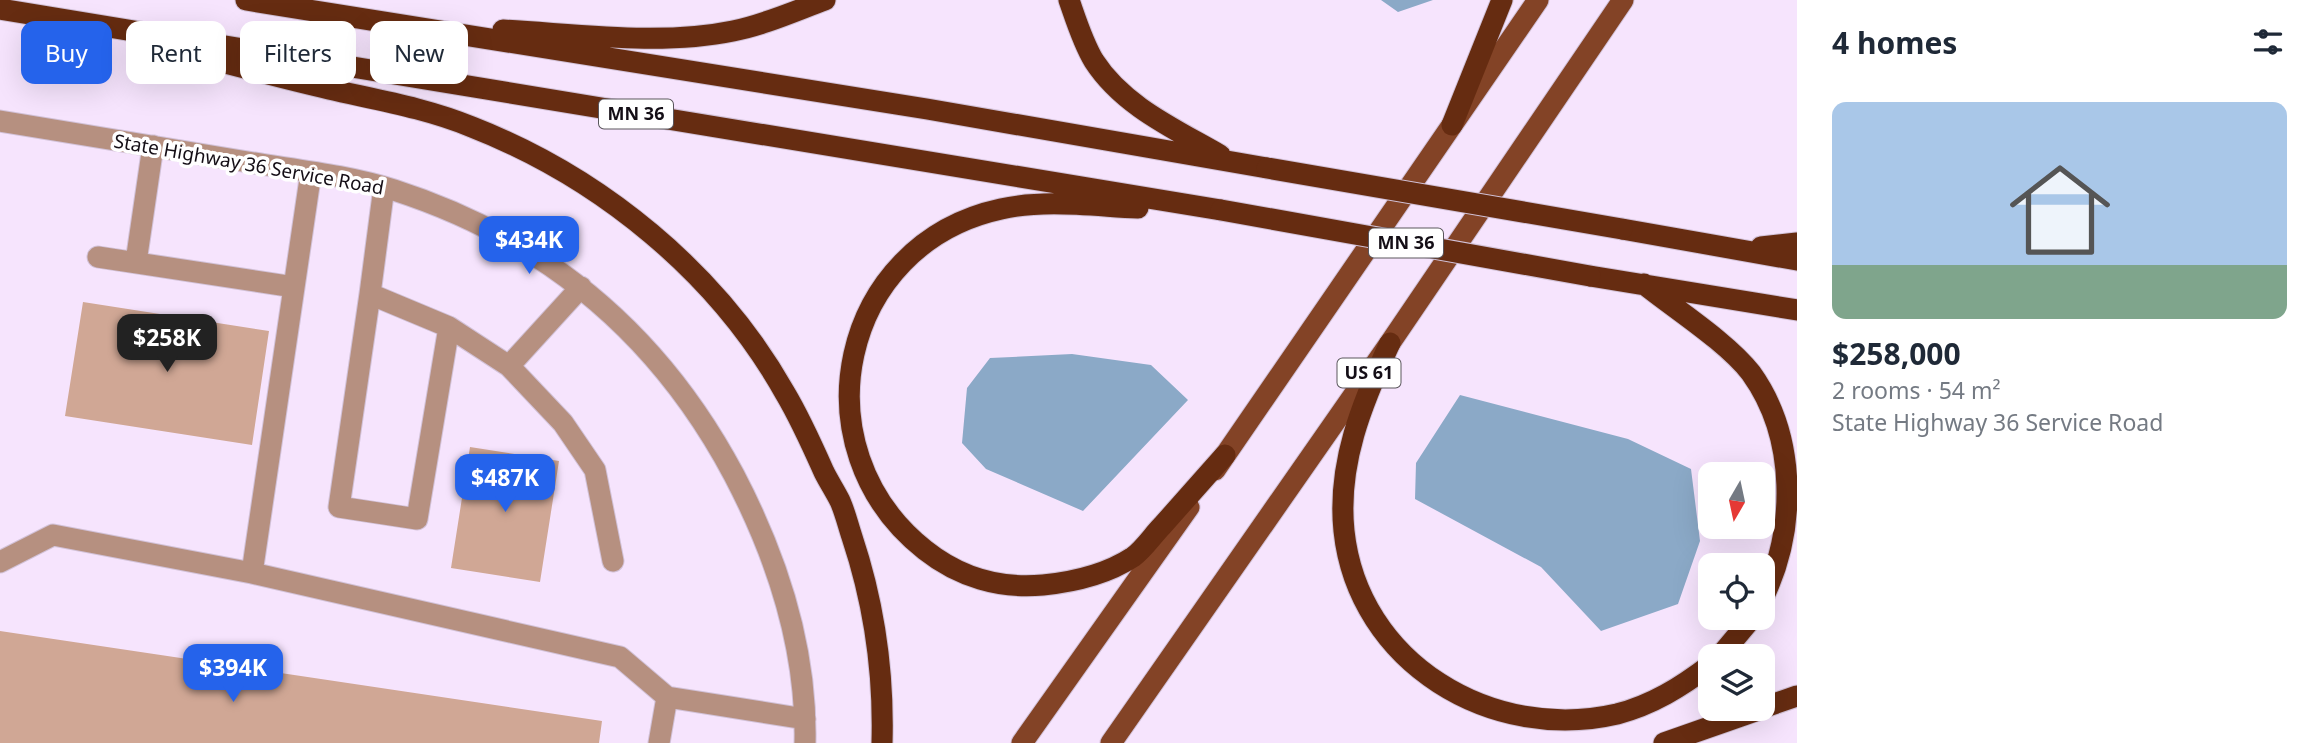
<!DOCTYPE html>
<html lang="en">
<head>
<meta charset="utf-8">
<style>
  :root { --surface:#fff; --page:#f2f2f3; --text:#1f2937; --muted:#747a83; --accent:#2563eb }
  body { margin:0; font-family:"Noto Sans",sans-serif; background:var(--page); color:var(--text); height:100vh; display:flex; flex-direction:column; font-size:26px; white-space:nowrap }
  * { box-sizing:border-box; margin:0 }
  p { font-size:23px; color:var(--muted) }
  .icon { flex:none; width:38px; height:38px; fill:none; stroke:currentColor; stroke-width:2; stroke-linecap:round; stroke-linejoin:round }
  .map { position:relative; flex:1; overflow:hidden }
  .sheet { display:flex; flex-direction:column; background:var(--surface); width:525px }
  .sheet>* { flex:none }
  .top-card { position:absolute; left:21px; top:21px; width:665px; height:63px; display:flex; gap:14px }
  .needle { width:46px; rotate:189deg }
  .tools { position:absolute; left:1698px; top:462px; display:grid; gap:14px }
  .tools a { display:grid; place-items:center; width:77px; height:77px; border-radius:14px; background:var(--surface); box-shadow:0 7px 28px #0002; font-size:35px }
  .price { position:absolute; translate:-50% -60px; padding:0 16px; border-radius:14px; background:var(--accent); color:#fff; font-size:23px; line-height:46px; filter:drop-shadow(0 2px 4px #0008) }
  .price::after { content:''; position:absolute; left:50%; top:42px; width:21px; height:16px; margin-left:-10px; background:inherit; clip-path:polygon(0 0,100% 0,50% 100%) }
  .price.selected { background:#222; color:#fff }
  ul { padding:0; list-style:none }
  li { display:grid; align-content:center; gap:14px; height:371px; padding:0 35px }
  li span { display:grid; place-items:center; height:217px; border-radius:14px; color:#555 }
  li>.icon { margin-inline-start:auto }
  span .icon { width:126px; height:126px; fill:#fffc; stroke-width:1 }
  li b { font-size:30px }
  h2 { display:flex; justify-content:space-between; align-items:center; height:84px; padding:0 35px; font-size:30px }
  .tag { padding:0 24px; border-radius:14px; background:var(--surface); box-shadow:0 7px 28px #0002; font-size:24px; line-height:63px }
  .tag.selected { background:var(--accent); color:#fff }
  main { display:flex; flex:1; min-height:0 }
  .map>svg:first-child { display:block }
  .water { fill:#8ba9c7 }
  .building { fill:#d0a795 }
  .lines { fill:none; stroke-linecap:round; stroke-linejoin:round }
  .minor-casing { stroke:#d2c2d8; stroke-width:23 }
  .major-casing { stroke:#d2c2d8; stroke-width:23 }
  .highway-casing { stroke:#d2c2d8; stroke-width:23 }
  .minor { stroke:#b69080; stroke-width:21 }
  .major { stroke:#834326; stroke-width:21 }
  .highway { stroke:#662c11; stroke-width:21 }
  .highway-bridge-casing { stroke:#d2c2d8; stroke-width:23; stroke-linecap:butt }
  .highway-bridge { stroke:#662c11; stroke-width:21 }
  .labels { text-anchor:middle; stroke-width:7; stroke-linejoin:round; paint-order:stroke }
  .shield { fill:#fff; stroke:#5a565c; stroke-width:2 }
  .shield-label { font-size:18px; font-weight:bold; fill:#140e16 }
  .street-label { font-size:19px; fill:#140e16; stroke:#fff }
</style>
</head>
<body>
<main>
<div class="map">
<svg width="1797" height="743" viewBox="0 0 1797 743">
  <rect width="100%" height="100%" fill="#f6e4fd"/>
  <!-- water -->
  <path class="water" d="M1381,0H1433L1398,12Z
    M1072,354L1151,365L1188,400L1083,511L986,469L962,443L967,388L990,358Z
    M1460,395L1628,439L1691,469L1700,541L1678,604L1601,631L1541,567L1415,499L1416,463Z"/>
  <!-- building -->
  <path class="building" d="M83,302L269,331L252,445L65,416Z
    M470,447L559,461L540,582L451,568Z
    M0,631L602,721L599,743H0Z"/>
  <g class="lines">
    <!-- minor casing -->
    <g class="minor-casing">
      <path id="minor" d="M0,121C83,135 165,148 248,162C296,170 347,175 394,190C546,239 659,334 734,475C777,557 807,650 805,743
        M311,172L252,573L620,657L667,697L659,743
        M384,187L370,294L449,327L509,366L581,287
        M98,257L294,287
        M136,262L153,146
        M370,294L339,507L417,519L449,327
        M509,366L563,423L595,470L613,561
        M0,562L53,535L252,573
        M667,697L805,719"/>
    </g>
    <!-- major casing -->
    <g class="major-casing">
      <path id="major" d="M1215,470L1538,0
        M1022,743L1189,507
        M1111,743L1390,343L1623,0"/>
    </g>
    <!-- highway casing -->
    <g class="highway-casing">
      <path id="highway" d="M246,0L927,109L1267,168
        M1069,0C1076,20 1083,43 1094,61C1123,106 1175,129 1220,155
        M0,9L1221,210
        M503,30C577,34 661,46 733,31C764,25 795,11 825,0
        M174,50C226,63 277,77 329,89C377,100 426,108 472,127C600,177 717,272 785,393C800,418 812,445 824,472C829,482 835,491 840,501C845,512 848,525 852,537C874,603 884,673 882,743
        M1452,125L1502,0
        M1138,208C1093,206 1045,199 1001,209C839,244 796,448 925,550C959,577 1000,589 1043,585C1073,582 1107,574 1133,557C1144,549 1153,535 1162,526C1183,502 1204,479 1225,455
        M1622,229L1797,260
        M1761,247L1797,243
        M1590,276L1797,310
        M1644,284C1675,309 1727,342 1751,373C1797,437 1797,530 1762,600
        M1390,343C1362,403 1337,464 1344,531C1358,663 1492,743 1617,714C1652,705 1681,687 1710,665
        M1720,656L1752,618
        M1762,708L1797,696
        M1664,743L1761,709"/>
    </g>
    <!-- minor -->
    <use href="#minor" class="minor"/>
    <!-- major -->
    <use href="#major" class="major"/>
    <!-- highway -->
    <use href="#highway" class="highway"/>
    <!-- highway-bridge casing -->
    <g class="highway-bridge-casing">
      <path id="highway-bridge" d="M1267,168L1622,229
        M1221,210L1590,276"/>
    </g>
    <!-- highway-bridge -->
    <use href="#highway-bridge" class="highway-bridge"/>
  </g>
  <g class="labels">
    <!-- shield labels -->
    <g class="shield">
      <rect x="599" y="99.5" width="74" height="29" rx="5"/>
      <rect x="1369" y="228.5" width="74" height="29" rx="5"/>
      <rect x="1337.5" y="358.5" width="63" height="29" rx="5"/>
    </g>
    <g class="shield-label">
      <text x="636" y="120">MN 36</text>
      <text x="1406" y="249">MN 36</text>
      <text x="1369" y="379">US 61</text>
    </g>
    <!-- street labels -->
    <g class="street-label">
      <text transform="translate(249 164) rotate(10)" y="7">State Highway 36 Service Road</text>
    </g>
  </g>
</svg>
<div class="tools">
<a><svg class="needle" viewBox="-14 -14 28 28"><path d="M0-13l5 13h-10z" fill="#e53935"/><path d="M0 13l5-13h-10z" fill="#747a83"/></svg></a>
<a><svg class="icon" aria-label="locate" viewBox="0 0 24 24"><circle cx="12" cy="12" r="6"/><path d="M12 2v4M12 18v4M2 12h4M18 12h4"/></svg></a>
<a><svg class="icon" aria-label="layers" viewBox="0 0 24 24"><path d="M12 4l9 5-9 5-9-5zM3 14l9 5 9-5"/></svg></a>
</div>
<b class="price" style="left:529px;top:276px">$434K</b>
<b class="price selected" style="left:167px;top:374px">$258K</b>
<b class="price" style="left:505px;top:514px">$487K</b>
<b class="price" style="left:233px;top:704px">$394K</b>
<div class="top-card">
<a class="tag selected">Buy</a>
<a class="tag">Rent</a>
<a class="tag">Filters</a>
<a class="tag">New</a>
</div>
</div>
<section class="sheet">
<h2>4 homes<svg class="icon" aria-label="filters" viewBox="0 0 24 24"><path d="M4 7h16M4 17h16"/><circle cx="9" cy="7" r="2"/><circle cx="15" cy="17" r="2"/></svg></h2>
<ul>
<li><span style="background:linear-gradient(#a9c7e8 75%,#7fa58c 0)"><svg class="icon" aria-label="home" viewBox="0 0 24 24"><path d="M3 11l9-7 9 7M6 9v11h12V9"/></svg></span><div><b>$258,000</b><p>2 rooms · 54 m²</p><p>State Highway 36 Service Road</p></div></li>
</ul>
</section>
</main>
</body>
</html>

### TASK TO CARRY OUT
If a line in the entries includes the word "body", copy that line out.

### SOLUTION TO THIS TASK
  body { margin:0; font-family:"Noto Sans",sans-serif; background:var(--page); color:var(--text); height:100vh; display:flex; flex-direction:column; font-size:26px; white-space:nowrap }
<body>
</body>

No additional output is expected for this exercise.